[Opening Exercise material section]

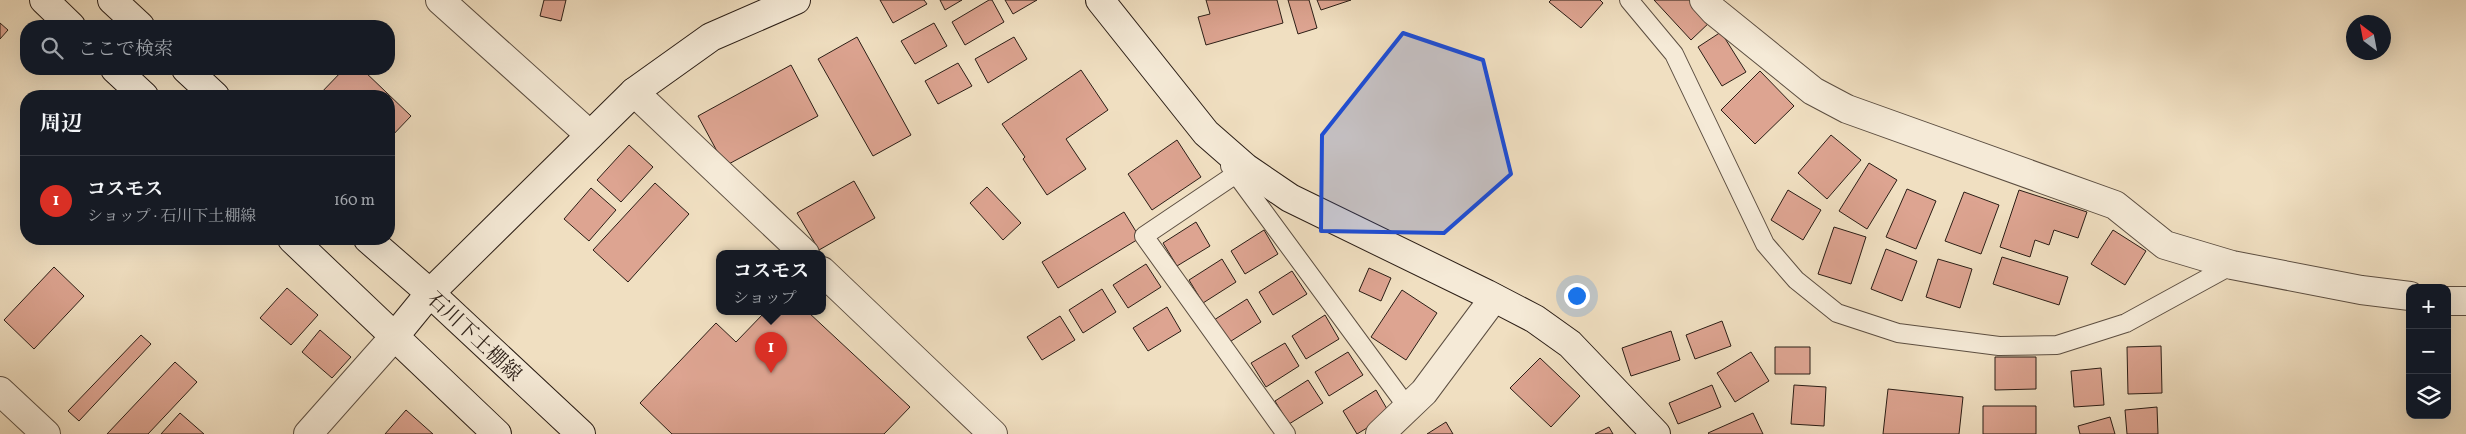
<!DOCTYPE html>
<html lang="ja">
<meta charset="utf-8">
<style>
:root{--surface:#171b24;--page:#20242c;--text:#f1f3f6;--muted:#9ea1a6;--line:#363941;--accent:#d93025}
body{margin:0;font-family:Vollkorn,"Noto Serif JP",serif;background:var(--page);color:var(--text)}
.controls{position:absolute;right:15px;bottom:15px;display:grid;overflow:hidden;border-radius:10px;box-shadow:0 5px 20px #0002}
.controls button{width:45px;height:45px;display:grid;place-items:center;padding:0;border:0;border-bottom:1px solid var(--line);background:var(--surface);color:var(--text);font:25px sans-serif}
.compass{position:absolute;left:2346px;top:15px;width:45px;height:45px;border-radius:50%;background:var(--surface);box-shadow:0 5px 20px #0002;rotate:328deg}
.you{position:absolute;left:1576px;top:295px;width:18px;height:18px;margin:-12px;border:4px solid #fff;border-radius:50%;background:#1a73e8;box-shadow:0 0 0 8px #1a73e833}
.badge{display:grid;place-items:center;width:32px;height:32px;border-radius:50%;background:var(--accent);color:#fff;font-size:16px;font-weight:700}
.pin{position:absolute;translate:-50% -41px;filter:drop-shadow(0 1px 2px #0008)}
.pin::after{content:'';position:absolute;top:26px;width:18px;height:15px;background:inherit;clip-path:polygon(0 0,100% 0,50% 100%)}
.popup{position:absolute;left:716px;top:250px;width:110px;height:65px;box-sizing:border-box;display:grid;place-content:center;border-radius:10px;background:var(--surface);filter:drop-shadow(0 1px 4px #0005);font-size:16px;white-space:nowrap;color:var(--muted)}
.popup b{font-size:19px;color:var(--text)}
.popup::after{content:'';position:absolute;left:50%;top:100%;margin-left:-10px;border:10px solid transparent;border-top-color:var(--surface)}
.list{margin:0;padding:0;list-style:none}
h2{display:flex;justify-content:space-between;align-items:center;height:65px;margin:0;padding:0 20px;font-size:21px}
h2 small{font-size:16px;font-weight:400;color:var(--muted)}
.list li{display:grid;grid-template-columns:32px 1fr auto;gap:15px;align-items:center;box-sizing:border-box;height:90px;padding:0 20px;border-top:1px solid var(--line)}
.list b{display:block;font-size:19px;white-space:nowrap}
.list p{margin:0;font-size:16px;white-space:nowrap;color:var(--muted)}
.list em{font-size:16px;font-style:normal;color:var(--muted)}
.icon{flex:none;width:28px;height:28px;fill:none;stroke:currentColor;stroke-width:2;stroke-linecap:round;stroke-linejoin:round}
.map{position:relative;flex:none;width:2466px;height:434px;overflow:hidden}
.search{position:absolute;background:var(--surface);box-shadow:0 5px 20px #0002;left:20px;top:20px;width:375px;height:55px;display:flex;align-items:center;gap:12px;box-sizing:border-box;padding:0 18px;border-radius:20px;color:var(--muted);font-size:19px}
.panel{position:absolute;background:var(--surface);box-shadow:0 5px 20px #0002;left:20px;top:90px;width:375px;height:155px;border-radius:20px}
.map>svg:first-child{display:block}
.building{fill:#dda491;stroke:#2b1e16}
.lines{fill:none;stroke-linecap:round;stroke-linejoin:round}
.lane-casing{stroke:#5c4e41;stroke-width:20}
.street-casing{stroke:#5c4e41;stroke-width:30}
.secondary-casing{stroke:#2b1e16;stroke-width:30}
.lane{stroke:#f5ead7;stroke-width:18}
.street{stroke:#f5ead7;stroke-width:28}
.secondary{stroke:#f5ead7;stroke-width:28}
.marked{fill:#1d4ed8;fill-opacity:0.2;stroke:#1d4ed8;stroke-width:4;stroke-linejoin:round}
.labels{text-anchor:middle;stroke-width:4;stroke-linejoin:round;paint-order:stroke}
.street-label{font-size:20px;fill:#2b1e16;stroke:#f5ead7}
</style>
<div class="map">
<svg width="2466" height="434" viewBox="0 0 2466 434">
<rect width="100%" height="100%" fill="#f0dfc1"/>
<filter id="stains"><feTurbulence type="fractalNoise" baseFrequency=".004" numOctaves="4"/><feColorMatrix values="0 0 0 0 .2 0 0 0 0 .09 0 0 0 0 .02 0 0 0 .5 -.17"/></filter>
<radialGradient id="worn" r=".72"><stop offset=".6" stop-color="#630" stop-opacity="0"/><stop offset="1" stop-color="#630" stop-opacity=".3"/></radialGradient>
<path class="building" d="M 544,0 L 566,0 L 561,21 L 540,16 Z
M 880,0 L 924,0 L 927,4 L 893,23 Z
M 940,0 L 962,0 L 945,10 Z
M 989,0 L 992,0 L 1004,22 L 965,45 L 952,22 Z
M 1005,0 L 1037,0 L 1013,14 Z
M 1206,0 L 1277,0 L 1283,23 L 1206,45 L 1198,17 L 1210,14 Z
M 1288,0 L 1309,0 L 1317,28 L 1298,34 Z
M 1317,0 L 1351,0 L 1321,10 Z
M 1551,0 L 1600,0 L 1603,3 L 1581,28 L 1549,2 Z
M 1654,0 L 1692,0 L 1711,21 L 1691,40 Z
M 0,23 L 8,30 L 0,39 Z
M 934,23 L 947,46 L 915,64 L 901,41 Z
M 1721,32 L 1746,72 L 1722,86 L 1698,47 Z
M 857,37 L 911,135 L 873,156 L 818,59 Z
M 1014,37 L 1027,59 L 988,83 L 975,59 Z
M 958,63 L 972,86 L 938,104 L 925,81 Z
M 791,65 L 818,116 L 725,166 L 698,116 Z
M 344,69 L 362,69 L 411,116 L 389,139 L 389,96 L 318,96 Z
M 1081,70 L 1108,110 L 1066,139 L 1086,169 L 1047,195 L 1023,159 L 1025,157 L 1002,124 Z
M 1760,71 L 1794,106 L 1755,144 L 1721,110 Z
M 1831,135 L 1861,160 L 1827,199 L 1798,173 Z
M 1177,140 L 1201,177 L 1152,210 L 1128,174 Z
M 629,145 L 653,167 L 621,202 L 597,180 Z
M 1869,163 L 1897,180 L 1867,229 L 1839,211 Z
M 854,181 L 875,218 L 819,250 L 797,213 Z
M 655,183 L 689,214 L 628,282 L 593,250 Z
M 987,187 L 1021,223 L 1003,240 L 970,203 Z
M 591,188 L 616,210 L 589,241 L 564,219 Z
M 1907,189 L 1936,201 L 1916,249 L 1886,237 Z
M 1788,190 L 1821,210 L 1803,240 L 1771,220 Z
M 2019,190 L 2087,212 L 2078,238 L 2054,230 L 2049,245 L 2035,240 L 2030,257 L 2000,247 Z
M 1964,192 L 1999,205 L 1981,254 L 1945,241 Z
M 1124,212 L 1140,238 L 1058,288 L 1042,262 Z
M 1196,222 L 1210,246 L 1177,266 L 1163,243 Z
M 1834,227 L 1866,237 L 1851,284 L 1818,274 Z
M 1264,230 L 1278,254 L 1245,274 L 1231,251 Z
M 2113,230 L 2146,251 L 2125,285 L 2091,264 Z
M 1886,249 L 1917,261 L 1902,301 L 1871,289 Z
M 2002,257 L 2068,277 L 2059,305 L 1993,284 Z
M 1222,259 L 1236,282 L 1203,303 L 1189,280 Z
M 1938,259 L 1972,269 L 1960,308 L 1926,297 Z
M 1146,264 L 1161,287 L 1128,308 L 1113,285 Z
M 54,267 L 84,296 L 34,349 L 4,320 Z
M 1369,268 L 1391,278 L 1381,301 L 1359,291 Z
M 1292,271 L 1307,294 L 1273,315 L 1259,292 Z
M 287,288 L 318,315 L 291,345 L 260,318 Z
M 1102,289 L 1116,312 L 1083,333 L 1069,310 Z
M 1402,290 L 1437,313 L 1406,360 L 1371,337 Z
M 1247,299 L 1261,322 L 1228,343 L 1214,320 Z
M 1167,307 L 1181,331 L 1148,351 L 1133,328 Z
M 765,312 L 808,312 L 910,407 L 884,434 L 672,434 L 640,403 L 716,323 L 736,342 Z
M 1325,315 L 1339,339 L 1306,359 L 1292,336 Z
M 1060,316 L 1075,340 L 1042,360 L 1027,337 Z
M 1722,321 L 1731,346 L 1695,359 L 1686,335 Z
M 320,330 L 351,357 L 332,378 L 302,352 Z
M 1671,331 L 1680,360 L 1631,376 L 1622,348 Z
M 141,335 L 151,344 L 79,421 L 68,411 Z
M 1285,343 L 1299,366 L 1266,387 L 1251,363 Z
M 2161,346 L 2162,393 L 2128,394 L 2127,347 Z
M 1775,347 L 1810,347 L 1810,374 L 1775,374 Z
M 1348,352 L 1363,375 L 1329,396 L 1315,372 Z
M 1751,352 L 1769,381 L 1735,402 L 1717,373 Z
M 1995,357 L 2036,357 L 2036,389 L 1995,390 Z
M 1540,358 L 1580,396 L 1551,427 L 1510,388 Z
M 175,362 L 197,382 L 148,434 L 107,434 Z
M 2101,368 L 2104,405 L 2074,407 L 2071,371 Z
M 1308,380 L 1323,403 L 1289,424 L 1275,401 Z
M 1712,385 L 1721,407 L 1678,424 L 1669,403 Z
M 1794,385 L 1826,387 L 1824,426 L 1791,424 Z
M 1888,389 L 1963,397 L 1959,434 L 1883,434 Z
M 1376,390 L 1390,414 L 1357,434 L 1343,411 Z
M 1983,406 L 2036,406 L 2036,434 L 1983,434 Z
M 2157,407 L 2158,434 L 2127,434 L 2125,410 Z
M 406,410 L 433,434 L 385,434 Z
M 180,413 L 204,434 L 161,434 Z
M 1753,413 L 1763,434 L 1709,434 L 1708,433 Z
M 2110,417 L 2115,434 L 2080,434 L 2078,426 Z
M 1446,422 L 1453,434 L 1427,434 Z
M 1609,427 L 1613,434 L 1595,434 Z"/>
<g class="lines">
<g class="lane-casing">
<path id="lane" d="M 1629,0 L 1674,54 L 1765,244 L 1796,280 L 1837,313 L 1898,333 L 1999,346 L 2057,345 L 2126,323 L 2232,265
M 1230,166 L 1408,408
M 1236,174 L 1144,236 L 1286,434"/>
</g>
<g class="street-casing">
<path id="street" d="M 440,0 L 590,135
M 1704,0 L 1714,11 L 1813,91 L 1847,109 L 2115,205 L 2165,245 L 2232,265 L 2361,290 L 2410,296
M 634,92 L 805,254
M 822,271 L 993,434
M 2447,301 L 2466,301
M 0,391 L 46,434
M 308,434 L 394,337
M 1380,434 L 1424,392 L 1494,298"/>
</g>
<g class="secondary-casing">
<path id="secondary" d="M 44,0 L 71,26
M 112,0 L 140,26
M 1100,0 L 1206,133 L 1246,168 L 1290,198 L 1487,294 L 1535,319 L 1570,344 L 1656,434
M 115,69 L 144,96
M 186,69 L 215,96
M 292,239 L 497,434
M 368,239 L 430,293 L 581,434
M 394,337 L 430,293 L 634,92 L 711,37 L 796,0"/>
</g>
<use href="#lane" class="lane"/>
<use href="#street" class="street"/>
<use href="#secondary" class="secondary"/>
</g>
<path class="marked" d="M 1403,33 L 1483,60 L 1511,174 L 1444,233 L 1321,231 L 1322,135 Z"/>
<g class="labels">
<g class="street-label">
<text transform="translate(475 336) rotate(43)" y="7">石川下土棚線</text>
</g>
</g>
<rect width="100%" height="100%" filter="url(#stains)"/>
<rect width="100%" height="100%" fill="url(#worn)"/>
</svg>
<div class="controls">
<button>+</button>
<button>−</button>
<button><svg class="icon" aria-label="layers" viewBox="0 0 24 24"><path d="M12 4l9 5-9 5-9-5zM3 14l9 5 9-5"/></svg></button>
</div>
<svg class="compass" viewBox="-18 -18 36 36"><path d="M0-13l5 13h-10z" fill="#e53935"/><path d="M0 13l5-13h-10z" fill="#9ea1a6"/></svg>
<div class="you"></div>
<div class="pin badge" style="left:771px;top:373px">1</div>
<div class="popup"><b>コスモス</b>ショップ</div>
<div class="search"><svg class="icon" aria-label="search" viewBox="0 0 24 24"><circle cx="10" cy="10" r="6"/><path d="M15 15l6 6"/></svg>ここで検索</div>
<section class="panel">
<h2>周辺<small></small></h2>
<ul class="list">
<li><span class="badge">1</span><div><b>コスモス</b><p>ショップ · 石川下土棚線</p></div><em>160 m</em></li>
</ul>
</section>
</div>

[Closing Exercise material section]

Repeat the entries above verbatim, but only from the line that has "M 880,0 L 924,0 L 927,4 L 893,23 Z" down to the line that has "M 987,187 L 1021,223 L 1003,240 L 970,203 Z", inclusive.

• _Exercise output_:
M 880,0 L 924,0 L 927,4 L 893,23 Z
M 940,0 L 962,0 L 945,10 Z
M 989,0 L 992,0 L 1004,22 L 965,45 L 952,22 Z
M 1005,0 L 1037,0 L 1013,14 Z
M 1206,0 L 1277,0 L 1283,23 L 1206,45 L 1198,17 L 1210,14 Z
M 1288,0 L 1309,0 L 1317,28 L 1298,34 Z
M 1317,0 L 1351,0 L 1321,10 Z
M 1551,0 L 1600,0 L 1603,3 L 1581,28 L 1549,2 Z
M 1654,0 L 1692,0 L 1711,21 L 1691,40 Z
M 0,23 L 8,30 L 0,39 Z
M 934,23 L 947,46 L 915,64 L 901,41 Z
M 1721,32 L 1746,72 L 1722,86 L 1698,47 Z
M 857,37 L 911,135 L 873,156 L 818,59 Z
M 1014,37 L 1027,59 L 988,83 L 975,59 Z
M 958,63 L 972,86 L 938,104 L 925,81 Z
M 791,65 L 818,116 L 725,166 L 698,116 Z
M 344,69 L 362,69 L 411,116 L 389,139 L 389,96 L 318,96 Z
M 1081,70 L 1108,110 L 1066,139 L 1086,169 L 1047,195 L 1023,159 L 1025,157 L 1002,124 Z
M 1760,71 L 1794,106 L 1755,144 L 1721,110 Z
M 1831,135 L 1861,160 L 1827,199 L 1798,173 Z
M 1177,140 L 1201,177 L 1152,210 L 1128,174 Z
M 629,145 L 653,167 L 621,202 L 597,180 Z
M 1869,163 L 1897,180 L 1867,229 L 1839,211 Z
M 854,181 L 875,218 L 819,250 L 797,213 Z
M 655,183 L 689,214 L 628,282 L 593,250 Z
M 987,187 L 1021,223 L 1003,240 L 970,203 Z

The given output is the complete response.